Signal has come under fire due to its integration with MobileCoin. The criticism comes due to a 450% increase in the price of MOB ahead of the announcement.
The controversy now surrounds Signal’s recently announced integration. Users are worried about the ties between Signal’s founder and the crypto, opacity heavily surrounding the coin’s issuance, and suspicious profits coming up to the partnership’s announcement.
The encrypted messaging application firm has been embraced by the privacy and security-conscious community since its launch as Open Whisper Systems in 2013. It then rebranded two years later. MobileCoin was launched in 2017 and it issued about 15% of its supply to private investors after its whole supply was minted by the day of its launch.
The Complex Relationship
On its part, Signal announced that it had created payment functionality via MobileCoin on April 4. Moxie Marlinspike, Signal’s founder, said that his company chose MobileCoin because it needs little storage space and offers quick transactions without compromising the privacy of the mobile devices.
The firm’s decision to integrate with MobileCoin seems to have been made barely months ago, with Internet Archive’s Jonah Edwards noting that the primary source code for the crypto integration was held privately for almost 12 months before its publication on GitHub.
Some observers now are speculating that the price of MobileCoin’s MOB token may have been affected by the investors who had advance warning of the announcement. MOB rallied by almost 450% from March 28 to April 3 and official news of the Signal integration pushed prices up to $66 as of April 7.
Worries have come up about Moxie’s relationship to MobileCoin. Early copies of the project’s whitepaper seeming to list Marlinspike as MobileCoin’s CTO.
MobileCoin’s CEO, Joshua Goldbard, now seeks to assure the community that Marlinspike only served as a “technical advisor” to the project. He said that Marlinspike has never served as an executive. But, Goldbard seems to have been inconsistent in his characterization of Marlinspike’s involvement with this project.
Goldbard insists on dismissing the characterization of Marlinspike as one of MobileCoin’s founders in the Reddit thread. Nonetheless, Goldbard also says that Marlinspike was one of the three people that “created Mobilecoin.”
MobileCoin’s CEO notably avoided questions about Marlinspike’s compensation for the role he played as technical advisor to the project. He also said that the team is working with its legal team to determine what information about the MOB’s circulating supply can be made public:
“Regarding circulating supply, we are still working with our lawyers to determine what we can and can’t say here. The total number of coins is 250M, all of which were minted on day 1. We have been working diligently to get the coins into the ecosystem as quickly as possible.”
How To Buy MobileCoins
Buymobilecoin is a platform that lets users buy MobileCoin tokens directly from the project but it has attracted controversy. Looking at the Reddit discussion, Goldband said that over 50% of the available MobileCoin can be acquired through the site. But, the buying process is opaque since there is no reference price provided and the orders are organized through email correspondence.
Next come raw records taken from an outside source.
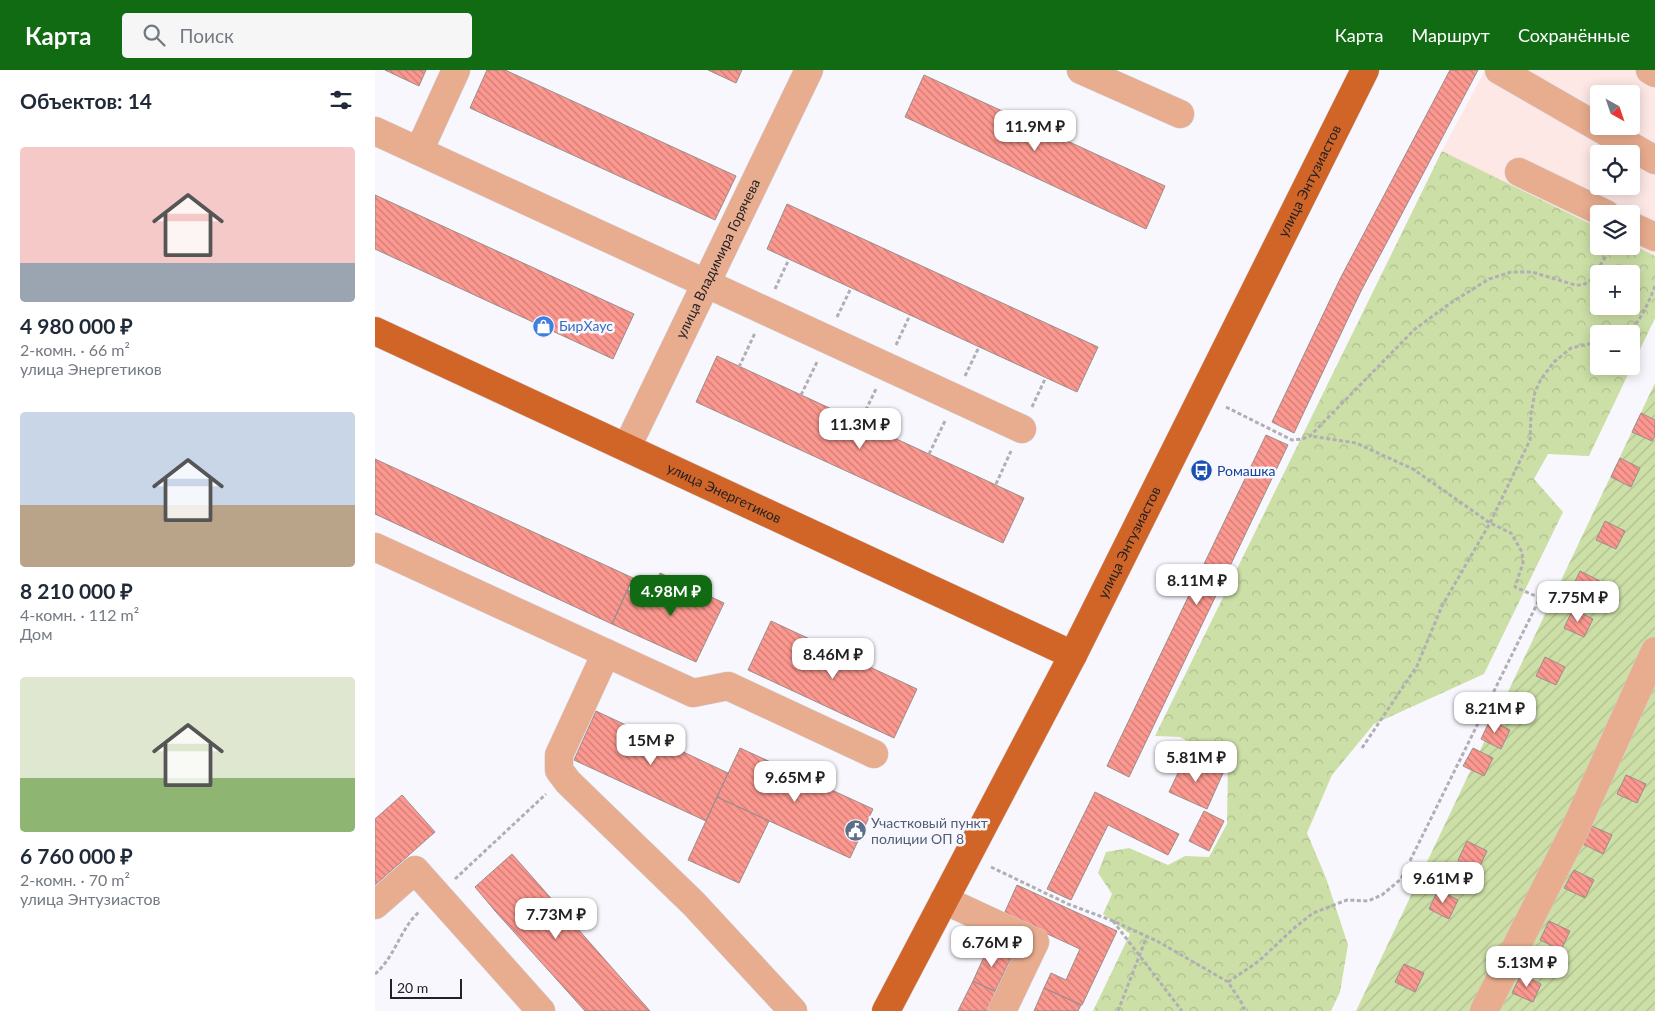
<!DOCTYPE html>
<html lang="ru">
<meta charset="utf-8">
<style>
body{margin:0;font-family:Lato,sans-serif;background:#f6f6f7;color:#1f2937;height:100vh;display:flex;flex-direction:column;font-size:19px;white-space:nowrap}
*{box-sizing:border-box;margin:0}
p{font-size:16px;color:#747a83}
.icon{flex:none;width:28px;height:28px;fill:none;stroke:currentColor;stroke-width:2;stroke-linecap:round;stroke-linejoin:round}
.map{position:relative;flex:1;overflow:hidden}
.details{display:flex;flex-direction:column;background:#fff;width:375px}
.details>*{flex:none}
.needle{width:32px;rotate:140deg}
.tools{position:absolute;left:1215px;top:15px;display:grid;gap:10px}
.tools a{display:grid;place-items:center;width:50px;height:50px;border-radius:5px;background:#fff;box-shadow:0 2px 12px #0003;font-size:25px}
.scale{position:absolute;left:15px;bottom:12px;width:72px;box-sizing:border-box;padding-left:5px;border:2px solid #232125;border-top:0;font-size:14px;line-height:18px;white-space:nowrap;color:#232125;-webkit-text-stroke:4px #f9f7fe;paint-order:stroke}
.price{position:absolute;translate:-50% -42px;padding:0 11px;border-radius:10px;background:#fff;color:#222;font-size:16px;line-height:32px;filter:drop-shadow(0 1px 2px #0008)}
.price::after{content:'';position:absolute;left:50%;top:30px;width:15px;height:11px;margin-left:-8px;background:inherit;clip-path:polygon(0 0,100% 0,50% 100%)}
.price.active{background:#116b13;color:#fff}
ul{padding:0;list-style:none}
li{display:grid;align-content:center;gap:10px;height:265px;padding:0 20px}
li span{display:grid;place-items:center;height:155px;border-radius:5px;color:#555}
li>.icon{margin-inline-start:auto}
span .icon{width:90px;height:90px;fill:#fffc;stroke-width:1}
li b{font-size:21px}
h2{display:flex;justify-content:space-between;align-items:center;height:60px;padding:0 20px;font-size:21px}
header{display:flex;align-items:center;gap:30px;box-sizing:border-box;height:70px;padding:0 25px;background:#116b13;color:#fff}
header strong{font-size:24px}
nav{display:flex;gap:28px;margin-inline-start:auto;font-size:18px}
.search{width:350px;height:45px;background:#f6f6f7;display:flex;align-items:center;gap:12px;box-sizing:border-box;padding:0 18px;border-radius:5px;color:#747a83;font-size:19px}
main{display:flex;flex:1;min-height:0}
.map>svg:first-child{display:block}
.industrial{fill:#fee8e6;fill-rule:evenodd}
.forest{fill:url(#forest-crowns);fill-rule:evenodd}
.garden{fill:url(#garden-furrows)}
.building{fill:url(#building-back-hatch);stroke:#9a8d8b}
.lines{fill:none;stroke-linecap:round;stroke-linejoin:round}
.minor-casing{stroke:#d2d0d7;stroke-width:29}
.major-casing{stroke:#d2d0d7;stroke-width:29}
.path{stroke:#b1afb4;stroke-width:3;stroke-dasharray:4 2.5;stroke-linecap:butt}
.minor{stroke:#e8ac8f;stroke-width:28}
.major{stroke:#d16528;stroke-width:28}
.labels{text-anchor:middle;stroke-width:5;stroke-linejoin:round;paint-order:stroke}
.street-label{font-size:14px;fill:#232125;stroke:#f9f7fe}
.shop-label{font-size:14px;fill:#366cbe;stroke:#f9f7fe;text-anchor:start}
.transit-label{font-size:14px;fill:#164399;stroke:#f9f7fe;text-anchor:start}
.service-label{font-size:14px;fill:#4e5e75;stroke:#f9f7fe;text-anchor:start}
</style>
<header>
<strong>Карта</strong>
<div class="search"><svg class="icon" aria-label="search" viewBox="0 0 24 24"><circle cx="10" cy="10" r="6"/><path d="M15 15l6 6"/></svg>Поиск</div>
<nav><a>Карта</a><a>Маршрут</a><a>Сохранённые</a></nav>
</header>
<main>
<section class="details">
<h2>Объектов: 14<svg class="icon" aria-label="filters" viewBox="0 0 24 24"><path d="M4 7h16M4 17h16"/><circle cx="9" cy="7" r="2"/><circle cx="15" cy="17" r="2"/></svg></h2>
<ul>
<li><span style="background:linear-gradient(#f6c9c9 75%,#9aa5b1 0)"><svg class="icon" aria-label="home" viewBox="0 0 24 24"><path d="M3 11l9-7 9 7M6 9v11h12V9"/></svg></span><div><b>4 980 000 ₽</b><p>2-комн. · 66 m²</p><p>улица Энергетиков</p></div></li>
<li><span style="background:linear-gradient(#c9d6e8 60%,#b9a48a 0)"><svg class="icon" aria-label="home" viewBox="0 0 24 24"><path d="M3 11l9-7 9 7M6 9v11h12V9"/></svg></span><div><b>8 210 000 ₽</b><p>4-комн. · 112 m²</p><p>Дом</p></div></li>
<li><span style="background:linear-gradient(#dfe7d0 65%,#8fb573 0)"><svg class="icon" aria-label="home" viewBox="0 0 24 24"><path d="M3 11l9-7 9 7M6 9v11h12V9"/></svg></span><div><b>6 760 000 ₽</b><p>2-комн. · 70 m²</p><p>улица Энтузиастов</p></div></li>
</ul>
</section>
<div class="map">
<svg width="1280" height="941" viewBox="0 0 1280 941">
<defs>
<pattern id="forest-crowns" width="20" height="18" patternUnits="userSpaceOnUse" patternTransform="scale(1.25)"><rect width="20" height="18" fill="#ccdfa6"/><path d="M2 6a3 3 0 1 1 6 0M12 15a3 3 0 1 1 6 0" fill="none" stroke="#afbf8f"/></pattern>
<pattern id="garden-furrows" width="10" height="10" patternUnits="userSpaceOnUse" patternTransform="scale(1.25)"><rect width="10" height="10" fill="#ccdfa6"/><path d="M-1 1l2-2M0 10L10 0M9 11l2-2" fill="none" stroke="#afbf8f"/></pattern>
<pattern id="building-back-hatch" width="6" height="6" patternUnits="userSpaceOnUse" patternTransform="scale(1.25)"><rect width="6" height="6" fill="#fc988f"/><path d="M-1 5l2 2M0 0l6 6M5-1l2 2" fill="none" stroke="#cc7c75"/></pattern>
</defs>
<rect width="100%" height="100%" fill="#f9f7fe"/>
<path class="industrial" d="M1110 0H1280V186L1256 174V144H1224V158L1067 81ZM1224 24H1256V56H1224ZM1224 84H1256V116H1224Z"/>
<path class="forest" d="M1067 81 1224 158V176H1256V174L1280 186V248L1214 386 1173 384 1159 409 1188 442 1109 604 999 654 957 705 932 763 951 808 973 875 965 922 956 941H718L755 864 728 844 737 824 723 803 731 782 754 778 793 795 810 786 834 787 852 754 853 694 805 667 780 666ZM1224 204H1256V236H1224ZM1224 264H1256V296H1224Z"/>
<path class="garden" d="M1280 313V941H981Z"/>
<path class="building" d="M10 0H51L44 16Z
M112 0H130L361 106 340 150 95 38Z
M333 0H367L361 13Z
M1075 0H1103L986 221 919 363 897 352 965 209Z
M549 5 790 116 771 159 530 47Z
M0 125 259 244 238 289 0 179Z
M412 134 723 277 702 322 392 179Z
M342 286 649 428 628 473 321 332Z
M1266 343 1280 350V366L1277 371 1257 362Z
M891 365 913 375 754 707 732 696Z
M1245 388 1265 398 1256 417 1236 407Z
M0 389 258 508 237 554 0 444Z
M1230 451 1250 461 1241 479 1221 470Z
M1205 501 1225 511 1216 530 1196 520Z
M285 503 349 533 321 592 237 554 252 520 273 530Z
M1198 539 1218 549 1209 567 1189 558Z
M396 551 542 619 519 668 373 600Z
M1170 587 1190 597 1181 615 1161 606Z
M221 641 353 703 331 751 199 690Z
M1115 650 1135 660 1126 679 1106 669Z
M365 678 498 739 475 788 342 727Z
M1098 678 1118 688 1109 706 1088 696Z
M811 686 848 703 832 739 794 722Z
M1251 705 1271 714 1262 733 1242 724Z
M720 722 804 764 793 785 733 755 696 830 672 819Z
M27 725 60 762 0 815V749Z
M342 727 394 751 364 813 313 790Z
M829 741 849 751 834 781 814 771Z
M1217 756 1237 765 1228 784 1208 774Z
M1092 771 1112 781 1103 800 1083 790Z
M137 784 275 941H210L121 842 100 817Z
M1071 792 1091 802 1082 821 1062 811Z
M1199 800 1219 810 1210 828 1189 818Z
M642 815 742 861 707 935 669 918 676 903 691 910 705 879 629 844Z
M1063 820 1083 830 1074 849 1054 839Z
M1174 851 1195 861 1186 880 1165 870Z
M614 876 637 886 620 921 598 911Z
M1029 894 1049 903 1040 922 1020 912Z
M1146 904 1166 914 1158 932 1137 923Z
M598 911 629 926 622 941H583Z
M669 918 706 935 703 941H659Z"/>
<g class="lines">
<defs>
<g id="minor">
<path d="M706 0 805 44"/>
<path d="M1124 0 1280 90"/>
<path d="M1275 0 1280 3"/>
<path d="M0 61 647 359"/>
<path d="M44 81 81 0"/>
<path d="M1144 102 1231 144"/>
<path d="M1256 156 1280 167"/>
<path id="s1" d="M252 377 434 0"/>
<path d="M0 477 318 623 353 616 499 684"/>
<path d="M231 583 184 685V700L193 712 319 834 418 941"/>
<path d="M569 830 660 872 627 941"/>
<path d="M0 835 40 800 166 941"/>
<path d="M1109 941 1199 761 1280 581"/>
</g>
<g id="major">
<path id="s2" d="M0 261 698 585"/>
<path id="s3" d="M511 941 698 585 990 0"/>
</g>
</defs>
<use href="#minor" class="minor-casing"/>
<use href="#major" class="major-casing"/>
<path class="path" d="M400 219 414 189
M462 247 476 218
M1252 264C1266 250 1273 234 1280 216
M521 275 535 245
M364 297 380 263
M590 306 604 277
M426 325 442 292
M657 337 671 307
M851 337 917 370 927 369 935 366 1040 259 1077 232 1114 209 1136 202H1157L1200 215H1208L1216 210 1237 176
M485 352 501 319
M554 384 570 351
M621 414 636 381
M987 678 1042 596 1067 536 1115 453 1155 370 1156 344 1160 322 1166 309 1179 292 1196 278 1214 274 1224 275
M616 797 693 834 738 851 782 871 853 912 868 935 869 941
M80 809 171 724
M738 851 807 941
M0 904C20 887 25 859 44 842
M853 912 884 891 918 859 938 843 972 830 993 831 1007 825 1026 809 1165 528 1140 517 1148 493 1147 482 1136 463 1115 453 1038 399 981 373 935 366
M743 941 772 866"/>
<use href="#minor" class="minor"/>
<use href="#major" class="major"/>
</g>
<defs>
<symbol id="shop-disc" viewBox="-11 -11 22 22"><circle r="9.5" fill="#3f7fe0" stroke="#f9f7fe"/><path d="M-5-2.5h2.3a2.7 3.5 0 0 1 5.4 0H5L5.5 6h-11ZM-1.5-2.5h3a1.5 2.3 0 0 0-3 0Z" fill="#fff"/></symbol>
<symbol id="bus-disc" viewBox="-11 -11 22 22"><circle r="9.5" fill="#1a4fb4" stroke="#f9f7fe"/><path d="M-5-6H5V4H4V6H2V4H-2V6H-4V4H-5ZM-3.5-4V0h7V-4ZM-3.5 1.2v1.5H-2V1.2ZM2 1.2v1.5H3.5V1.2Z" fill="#fff"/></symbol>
<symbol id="civic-disc" viewBox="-11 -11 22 22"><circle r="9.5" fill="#5c6f8a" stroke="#f9f7fe"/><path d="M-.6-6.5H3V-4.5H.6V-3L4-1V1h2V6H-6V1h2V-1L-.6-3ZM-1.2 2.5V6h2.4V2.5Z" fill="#fff"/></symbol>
</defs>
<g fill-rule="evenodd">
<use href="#shop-disc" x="156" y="244" width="25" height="25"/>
<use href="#bus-disc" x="814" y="388" width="25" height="25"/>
<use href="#civic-disc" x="468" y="748" width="25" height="25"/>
</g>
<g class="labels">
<g class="street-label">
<text dy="5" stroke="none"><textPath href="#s3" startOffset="932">улица Энтузиастов</textPath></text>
<text dy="5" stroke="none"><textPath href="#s1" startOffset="209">улица Владимира Горячева</textPath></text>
<text dy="5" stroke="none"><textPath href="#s2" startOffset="385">улица Энергетиков</textPath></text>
<text dy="5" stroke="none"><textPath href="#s3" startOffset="528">улица Энтузиастов</textPath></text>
</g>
<g class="shop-label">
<text x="184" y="261">БирХаус</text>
</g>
<g class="transit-label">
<text x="842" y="406">Ромашка</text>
</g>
<g class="service-label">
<text x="496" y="758">Участковый пункт<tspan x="496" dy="16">полиции ОП 8</tspan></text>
</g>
</g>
</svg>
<div class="tools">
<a><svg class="needle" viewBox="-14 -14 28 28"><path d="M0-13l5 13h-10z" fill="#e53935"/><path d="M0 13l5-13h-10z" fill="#747a83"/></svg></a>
<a><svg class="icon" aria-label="locate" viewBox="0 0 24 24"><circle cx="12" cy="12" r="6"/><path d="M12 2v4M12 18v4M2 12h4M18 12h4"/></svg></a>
<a><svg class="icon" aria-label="layers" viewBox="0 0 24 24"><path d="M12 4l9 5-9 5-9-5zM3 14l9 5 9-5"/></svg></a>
<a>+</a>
<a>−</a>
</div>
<div class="scale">20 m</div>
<b class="price" style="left:660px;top:82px">11.9M ₽</b>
<b class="price" style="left:485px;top:380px">11.3M ₽</b>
<b class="price" style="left:822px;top:536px">8.11M ₽</b>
<b class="price active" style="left:296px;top:547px">4.98M ₽</b>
<b class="price" style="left:1203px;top:553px">7.75M ₽</b>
<b class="price" style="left:458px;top:610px">8.46M ₽</b>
<b class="price" style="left:1120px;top:664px">8.21M ₽</b>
<b class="price" style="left:276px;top:696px">15M ₽</b>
<b class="price" style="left:821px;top:713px">5.81M ₽</b>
<b class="price" style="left:420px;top:733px">9.65M ₽</b>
<b class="price" style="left:1068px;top:834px">9.61M ₽</b>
<b class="price" style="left:181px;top:870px">7.73M ₽</b>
<b class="price" style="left:617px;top:898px">6.76M ₽</b>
<b class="price" style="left:1152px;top:918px">5.13M ₽</b>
</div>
</main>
Interestingly, investors are limited to purchases of up to 1,000 Euros daily and 5,000 Euros yearly. However, the companies that can show “the need for consumptive paper-to-peer use” of MobileCoin can acquire up to 100,000 Euros worth of the token every year.
The website makes it clear that MobileCoins cannot be sold or traded with US citizens, whether through the site, or peer to peer within Signal.
MobileCoin also withholds some of the information about how many coins are sold via the platform, with Goldbard mentioning:
“With respect to how many coins were sold at buymobilecoin.com, we do not release this information out of respect for the privacy of our users.”